Loading...

fsspec

Unified filesystem interface for Python providing consistent API across local and remote storage

Open Science & Data Sharing Intermediate Recommended Tool
Quick Info
  • Category: Open Science & Data Sharing
  • Level: Intermediate
  • Type: Recommended Tool

Why We Recommend fsspec

fsspec provides a single, consistent interface for working with files whether they're on your local disk, in the cloud, or on GitHub. This means you can write code once and access data from multiple sources without changing your file operations.

Common Use Cases

  • Accessing remote datasets without downloading
  • Working with GitHub repositories as filesystems
  • Unified interface for local and cloud storage
  • Streaming data from remote sources

Getting Started

fsspec (Filesystem Spec) is a Python library that provides a unified interface for working with filesystems. It abstracts away the differences between local files, cloud storage, HTTP, GitHub, and other data sources.

Why fsspec?

  • Unified Interface: Same API for local, cloud, and remote files
  • Many Backends: GitHub, S3, GCS, Azure, HTTP, WebDAV, and more
  • Lazy Loading: Stream data without downloading entire files
  • Transparent Caching: Optional local caching of remote files
  • Integration: Works with pandas, xarray, and other data libraries

Basic Concepts

Filesystem Objects

import fsspec

# Local filesystem
fs_local = fsspec.filesystem('file')

# GitHub filesystem
fs_github = fsspec.filesystem('github', org='username', repo='project')

# HTTP filesystem
fs_http = fsspec.filesystem('http')

# WebDAV (for Sciebo, NextCloud)
fs_webdav = fsspec.filesystem(
    'webdav',
    base_url='https://uni-muenster.sciebo.de/remote.php/webdav',
    auth=('username', 'password')
)

Working with GitHub

Access GitHub Repositories

from fsspec.implementations.github import GithubFileSystem

# Public repository
fs = GithubFileSystem(org='numpy', repo='numpy')

# List files
files = fs.ls('numpy/core')
print(files)

# Read file
content = fs.cat('README.md')
print(content.decode('utf-8'))

# Download file
fs.get('setup.py', 'local_setup.py')

Glob Patterns on GitHub

# Find all Python files
py_files = fs.glob('**/*.py')

# Find specific pattern
test_files = fs.glob('**/test_*.py')

# Read multiple files
for file in py_files[:5]:
    content = fs.cat(file)
    print(f"File: {file}, Size: {len(content)} bytes")

WebDAV for Cloud Storage

Connect to Sciebo

from fsspec.implementations.webdav import WebDAVFileSystem

# Connect to Sciebo
fs = WebDAVFileSystem(
    base_url='https://uni-muenster.sciebo.de/remote.php/webdav',
    auth=('username', 'password')
)

# List files
files = fs.ls('/')

# Download file
fs.get('/datasets/experiment.csv', 'local_experiment.csv')

# Upload file
fs.put('local_results.csv', '/results/analysis.csv')

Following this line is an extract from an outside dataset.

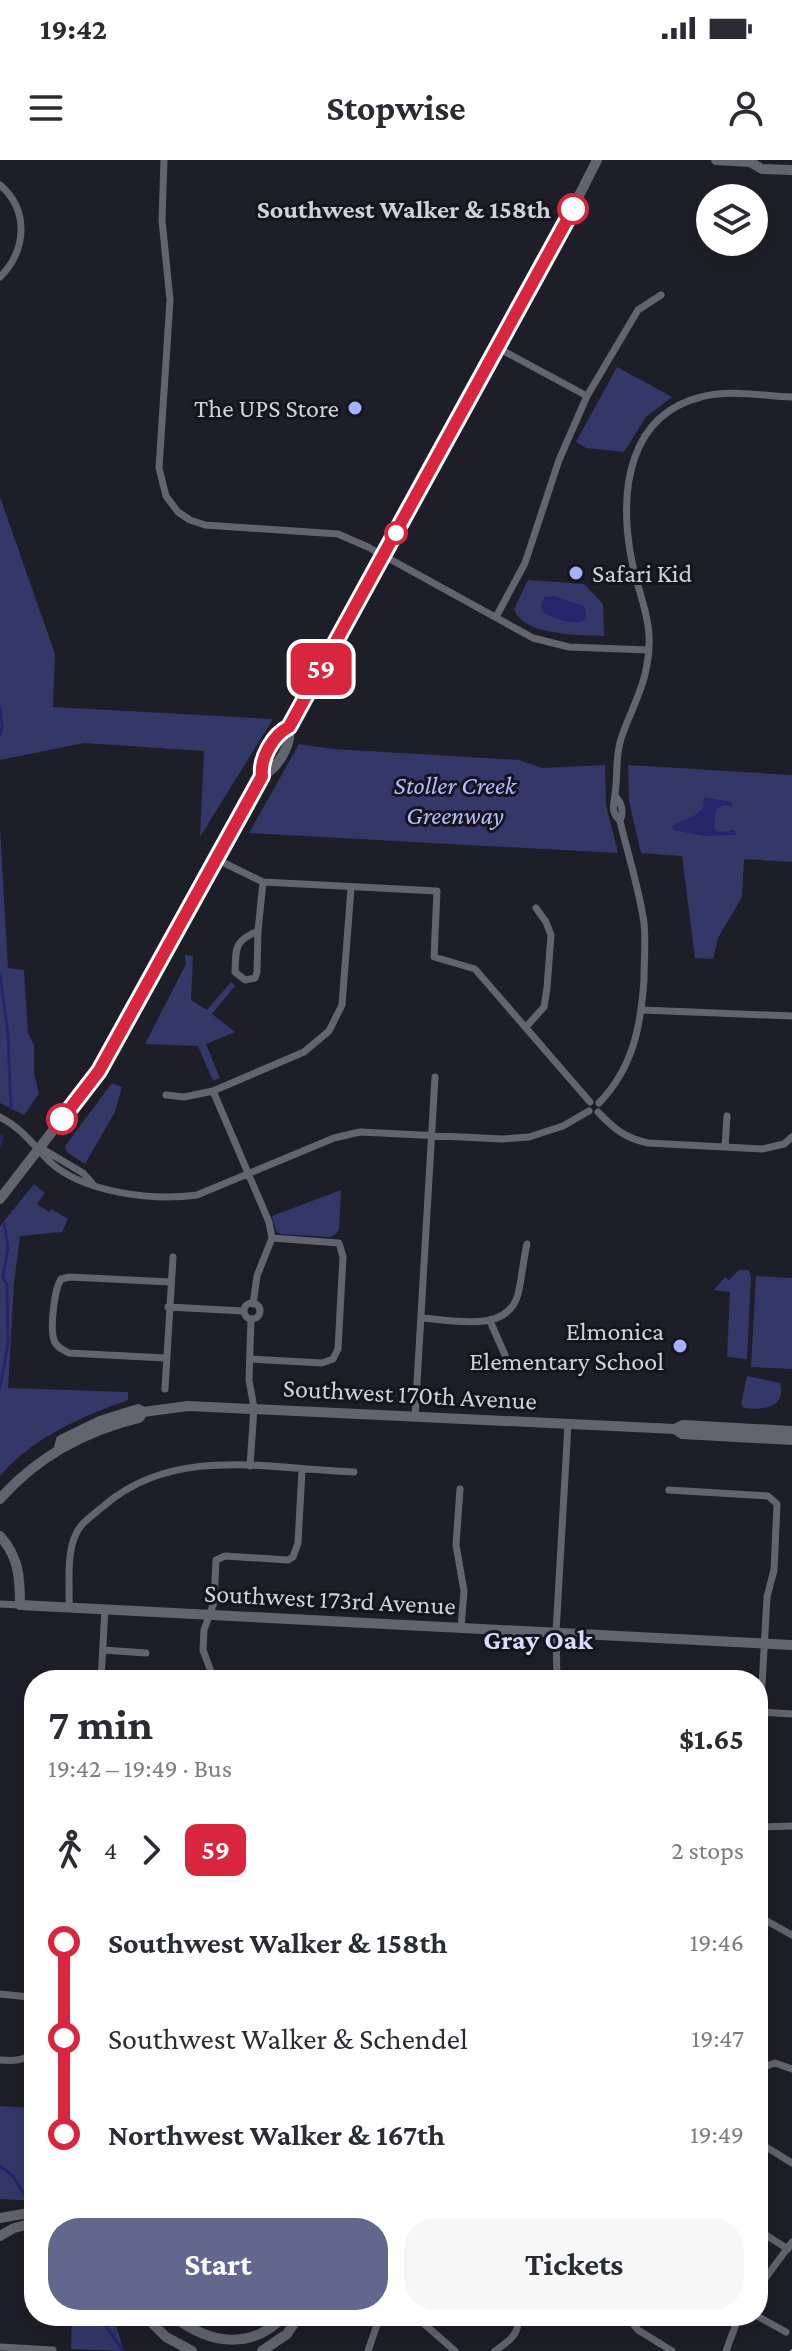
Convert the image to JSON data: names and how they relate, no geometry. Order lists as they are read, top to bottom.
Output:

Using Environment Variables

import os
from fsspec.implementations.webdav import WebDAVFileSystem

# Load credentials from environment
fs = WebDAVFileSystem(
    base_url='https://uni-muenster.sciebo.de/remote.php/webdav',
    auth=(os.environ['SCIEBO_USER'], os.environ['SCIEBO_PASSWORD'])
)

Integration with Pandas

Read Remote CSV

import pandas as pd

# Read CSV from GitHub
url = 'github://pandas-dev:pandas@main/pandas/tests/io/data/csv/iris.csv'
df = pd.read_csv(url)

# Read from HTTP
df = pd.read_csv('https://example.com/data.csv', storage_options={})

# Read from WebDAV
storage_options = {
    'client_kwargs': {
        'base_url': 'https://uni-muenster.sciebo.de/remote.php/webdav',
        'auth': ('username', 'password')
    }
}
df = pd.read_csv('webdav://datasets/data.csv', storage_options=storage_options)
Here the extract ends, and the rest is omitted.